Le mois de jeûne a débuté par une sévère pénurie d’huile de table et se termine par une tension politique qui menace d’enfler. Les manifestations et les grèves se poursuivent dans un climat délétère pendant que la situation économique du pays va de mal en pis.

Le ramadan a été marqué cette année par de nombreux événements qui pèseront lourdement sur l’évolution de la situation du pays. Car tout porte, en effet, à croire que l’on s’achemine vers un nouveau type de relations entre le pouvoir et la société empreintes de plus de méfiance, de plus de mésentente et peut-être aussi de violence ne serait-ce que sur le plan symbolique.
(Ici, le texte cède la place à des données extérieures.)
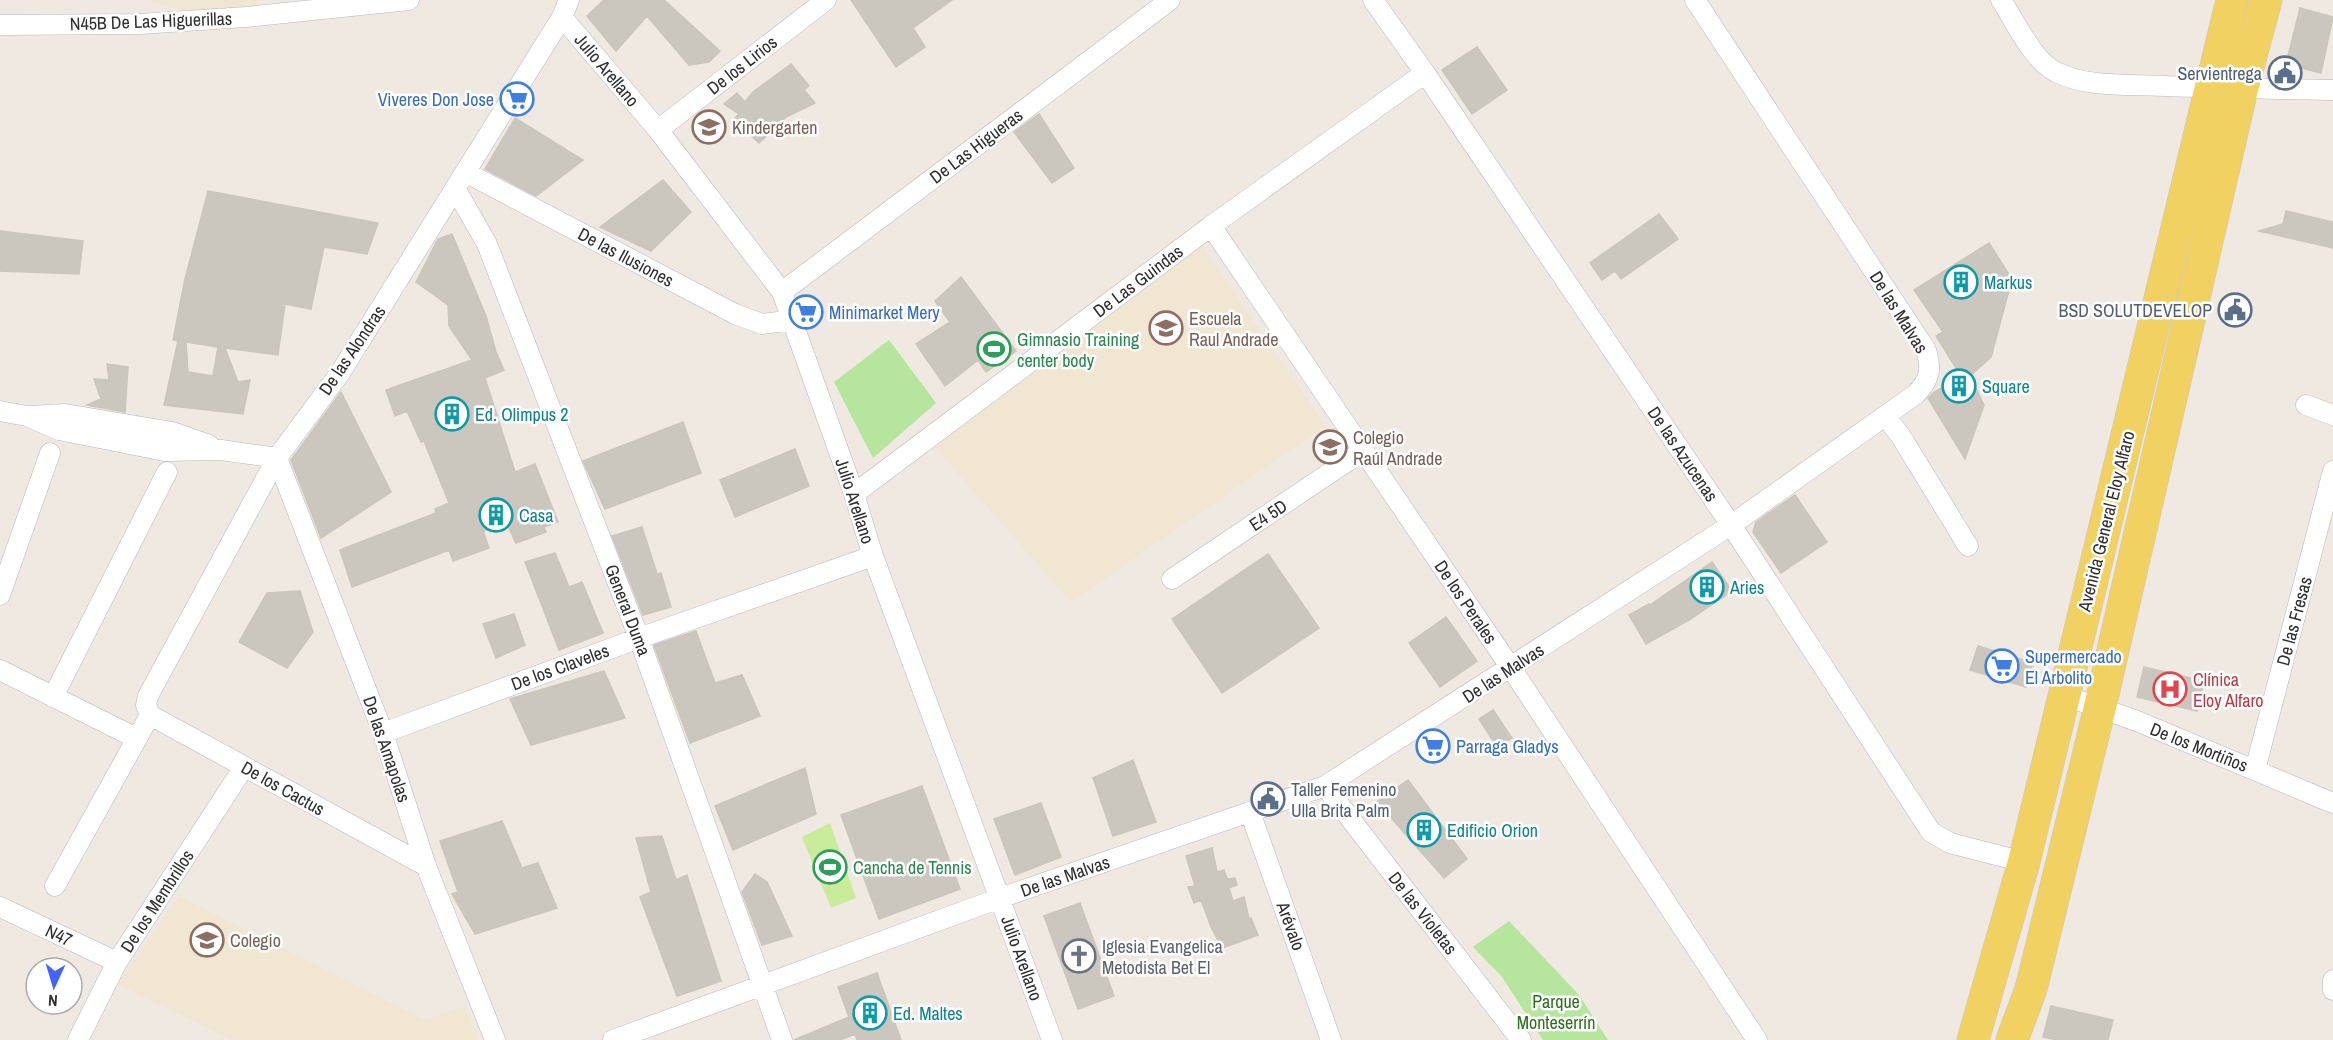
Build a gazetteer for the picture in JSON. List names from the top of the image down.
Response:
{
  "streets": {
    "main road": ["Avenida General Eloy Alfaro"],
    "street": [
      "N45B De Las Higuerillas",
      "De los Lirios",
      "Julio Arellano",
      "De Las Higueras",
      "De las Ilusiones",
      "De Las Guindas",
      "De las Malvas",
      "De las Alondras",
      "De las Azucenas",
      "E4 5D",
      "De los Perales",
      "General Duma",
      "De las Fresas",
      "De los Claveles",
      "De los Mortiños",
      "De las Amapolas",
      "De los Cactus",
      "De los Membrillos",
      "De las Violetas",
      "Arévalo",
      "N47"
    ]
  },
  "crossings": [
    ["De los Lirios", "Julio Arellano"],
    ["Julio Arellano", "De Las Higueras"],
    ["Julio Arellano", "De las Ilusiones"],
    ["Julio Arellano", "De Las Guindas"],
    ["Julio Arellano", "De las Malvas"],
    ["Julio Arellano", "De las Alondras"],
    ["Julio Arellano", "De los Claveles"],
    ["De las Ilusiones", "De las Alondras"],
    ["De las Ilusiones", "General Duma"],
    ["De Las Guindas", "De las Azucenas"],
    ["De Las Guindas", "De los Perales"],
    ["De las Malvas", "De las Azucenas"],
    ["De las Malvas", "De los Perales"],
    ["De las Malvas", "General Duma"],
    ["De las Malvas", "De las Violetas"],
    ["De las Malvas", "Arévalo"],
    ["De las Alondras", "General Duma"],
    ["De las Alondras", "De las Amapolas"],
    ["De las Alondras", "De los Cactus"],
    ["De las Azucenas", "Avenida General Eloy Alfaro"],
    ["E4 5D", "De los Perales"],
    ["Avenida General Eloy Alfaro", "De los Mortiños"],
    ["General Duma", "De los Claveles"],
    ["De las Fresas", "De los Mortiños"],
    ["De los Claveles", "De las Amapolas"],
    ["De las Amapolas", "De los Cactus"],
    ["De los Cactus", "De los Membrillos"],
    ["De los Membrillos", "N47"]
  ],
  "parks": ["Parque Monteserrín"],
  "places": {
    "public building": ["Servientrega", "BSD SOLUTDEVELOP", "Taller Femenino Ulla Brita Palm"],
    "supermarket": [
      "Viveres Don Jose",
      "Minimarket Mery",
      "Supermercado El Arbolito",
      "Parraga Gladys"
    ],
    "school or university": [
      "Kindergarten",
      "Escuela Raul Andrade",
      "Colegio Raúl Andrade",
      "Colegio"
    ],
    "building": [
      "Markus",
      "Square",
      "Ed. Olimpus 2",
      "Casa",
      "Aries",
      "Edificio Orion",
      "Ed. Maltes"
    ],
    "sports": ["Gimnasio Training center body", "Cancha de Tennis"],
    "hospital": ["Clínica Eloy Alfaro"],
    "church": ["Iglesia Evangelica Metodista Bet El"]
  },
  "north": "bottom"
}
Durant cette période de jeûne et de privations, le Hirak démontre que son intensité n’est pas près de faiblir et que, au contraire, il veut s’inscrire maintenant dans la durée. De semaine en semaine, le mouvement populaire qui refuse toujours de confier à des individus, aussi consensuels soient-ils, la responsabilité de le représenter, se solidifie en une sorte d’opposition directe où fusionnent toutes les idéologies. Il devient une sorte de superstructure qui fédère sous des mots d’ordre acceptés par ses composantes hétéroclites à l’image d’une lame de fond déterminée à resculpter en profondeur le paysage politique de l’Algérie.

Il est vrai qu’il se radicalise chemin faisant et que ses revendications cassent tous les tabous jusqu’à vouloir en découdre avec des institutions jadis considérées comme la colonne vertébrale de l’Etat. Et même s’il reste pacifique et autoorganisé, il n’en demeure pas moins intraitable, inflexible et chaque jour plus exigeant.

Pendant ce temps, les autorités font comme si elles avaient affaire à un épiphénomène susceptible d’être géré comme un rassemblement de gais lurons sortis d’un stade après un derby local. Tout se passe comme si en haut lieu on attend l’essoufflement puis la reddition sans condition des militants, des activistes et des mécontents sans obédience qui battent le pavé depuis plus de deux ans.

L’establishment vaque dans l’insouciance à ses occupations n’ayant d’yeux et d’oreilles que pour les élections législatives du 12 juin prochain. Il communique avec les acteurs qu’il s’est choisis pour seuls interlocuteurs et accuse les sons de cloche dissonants ou réfractaires à ses décisions de vouloir attenter à la sécurité du pays au profit d’ennemis extérieurs.

Pratiques du passé

Dans l’entremise, ni le Médiateur de la république, ni l’Autorité nationale indépendante des élections (Anie) ne semblent prêter attention au vacarme que font des millions de citoyens contre la perpétuation des pratiques du passé. Les deux institutions chargées, en principe, de promouvoir l’ancrage de la démocratie et de l’Etat de droit ignorent totalement la révolution en marche qui, sous leur fenêtre, fait un tintamarre assourdissant.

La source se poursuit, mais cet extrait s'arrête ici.